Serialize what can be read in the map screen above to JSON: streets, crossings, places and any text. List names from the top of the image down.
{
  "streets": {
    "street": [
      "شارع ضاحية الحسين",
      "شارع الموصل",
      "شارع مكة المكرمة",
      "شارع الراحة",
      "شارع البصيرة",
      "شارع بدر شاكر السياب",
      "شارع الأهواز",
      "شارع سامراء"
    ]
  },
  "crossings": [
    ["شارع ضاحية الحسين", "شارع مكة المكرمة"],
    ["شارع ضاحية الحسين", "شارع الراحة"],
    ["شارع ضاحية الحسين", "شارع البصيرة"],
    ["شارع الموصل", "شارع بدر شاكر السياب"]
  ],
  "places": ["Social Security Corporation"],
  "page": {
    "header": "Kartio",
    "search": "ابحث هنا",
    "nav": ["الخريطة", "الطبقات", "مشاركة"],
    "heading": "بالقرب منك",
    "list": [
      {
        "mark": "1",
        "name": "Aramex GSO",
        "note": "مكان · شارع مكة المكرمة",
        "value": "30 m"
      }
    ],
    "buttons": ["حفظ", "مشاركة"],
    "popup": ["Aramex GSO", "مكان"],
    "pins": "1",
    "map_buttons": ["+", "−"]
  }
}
-*-
The word to find is "المكرمة". Copy every line of the records that holds it.

      "شارع مكة المكرمة",
    ["شارع ضاحية الحسين", "شارع مكة المكرمة"],
        "note": "مكان · شارع مكة المكرمة",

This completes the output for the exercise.